Exercise objective: Quote the entries in full, character for character, without their images.

Entries provided:
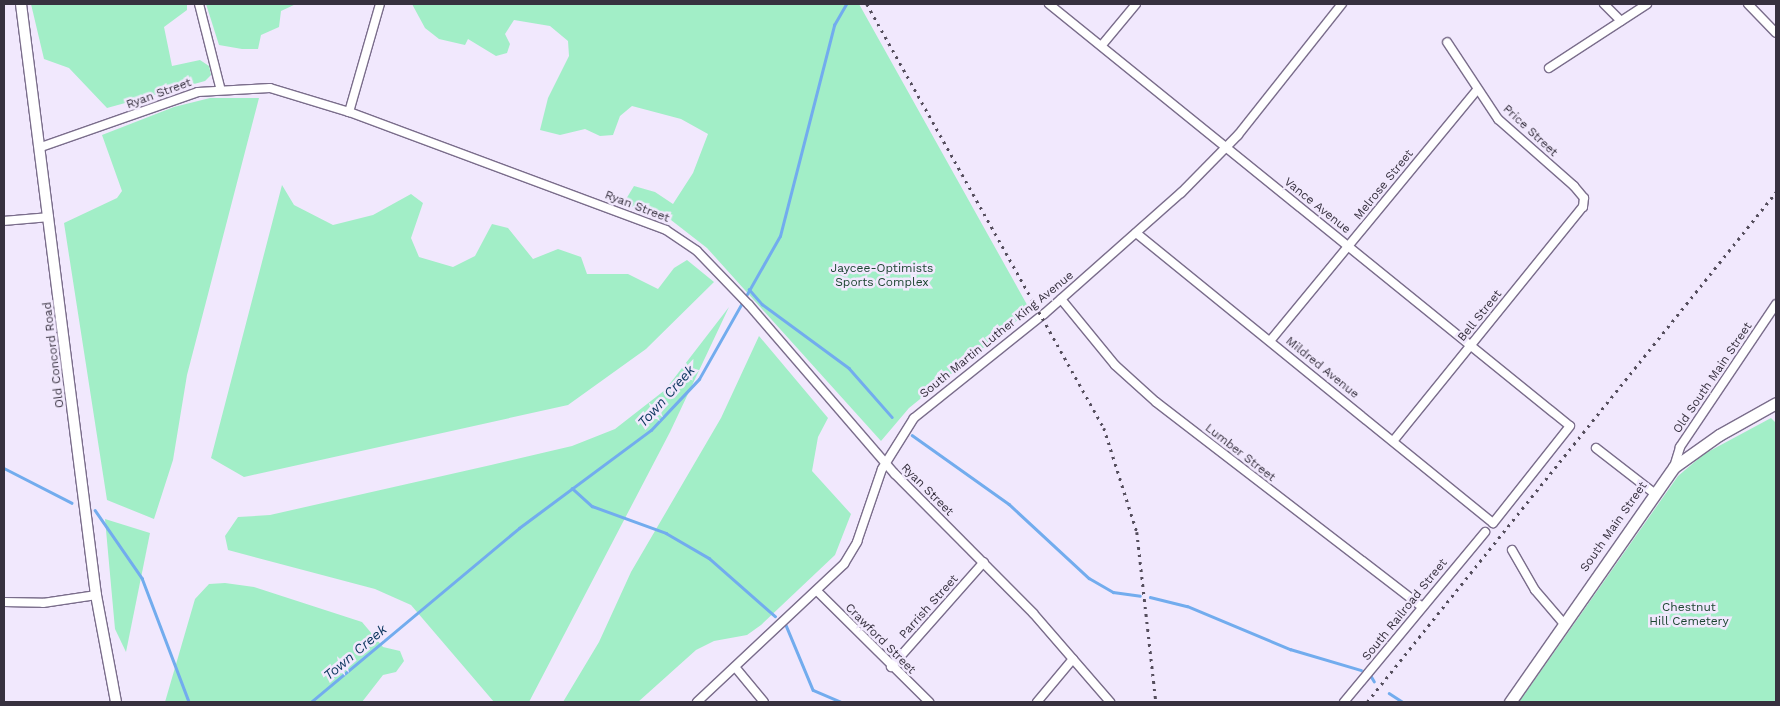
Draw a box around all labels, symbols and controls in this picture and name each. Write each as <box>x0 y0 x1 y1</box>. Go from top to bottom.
street label: Ryan Street <box>125 76 193 112</box>
street label: Price Street <box>1500 102 1560 160</box>
street label: Melrose Street <box>1351 147 1417 223</box>
street label: Vance Avenue <box>1281 175 1353 237</box>
street label: Ryan Street <box>603 188 671 226</box>
park label: Jaycee-Optimists Sports Complex <box>831 262 933 290</box>
street label: South Martin Luther King Avenue <box>917 268 1077 402</box>
street label: Bell Street <box>1455 287 1505 345</box>
street label: Old Concord Road <box>40 301 68 409</box>
street label: Old South Main Street <box>1670 320 1756 436</box>
street label: Mildred Avenue <box>1282 334 1362 402</box>
water label: Town Creek <box>634 362 698 430</box>
street label: Lumber Street <box>1202 421 1278 485</box>
street label: Ryan Street <box>898 461 956 519</box>
street label: South Main Street <box>1578 479 1650 575</box>
street label: South Railroad Street <box>1359 556 1451 664</box>
street label: Parrish Street <box>897 572 961 642</box>
street label: Crawford Street <box>842 601 918 677</box>
park label: Chestnut Hill Cemetery <box>1649 601 1729 629</box>
water label: Town Creek <box>320 621 390 683</box>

Result of the exercise:
Draw a box around all labels, symbols and controls in this picture and name each. Write each as <box>x0 y0 x1 y1</box>. Go from top to bottom.
street label: Ryan Street <box>125 76 193 112</box>
street label: Price Street <box>1500 102 1560 160</box>
street label: Melrose Street <box>1351 147 1417 223</box>
street label: Vance Avenue <box>1281 175 1353 237</box>
street label: Ryan Street <box>603 188 671 226</box>
park label: Jaycee-Optimists Sports Complex <box>831 262 933 290</box>
street label: South Martin Luther King Avenue <box>917 268 1077 402</box>
street label: Bell Street <box>1455 287 1505 345</box>
street label: Old Concord Road <box>40 301 68 409</box>
street label: Old South Main Street <box>1670 320 1756 436</box>
street label: Mildred Avenue <box>1282 334 1362 402</box>
water label: Town Creek <box>634 362 698 430</box>
street label: Lumber Street <box>1202 421 1278 485</box>
street label: Ryan Street <box>898 461 956 519</box>
street label: South Main Street <box>1578 479 1650 575</box>
street label: South Railroad Street <box>1359 556 1451 664</box>
street label: Parrish Street <box>897 572 961 642</box>
street label: Crawford Street <box>842 601 918 677</box>
park label: Chestnut Hill Cemetery <box>1649 601 1729 629</box>
water label: Town Creek <box>320 621 390 683</box>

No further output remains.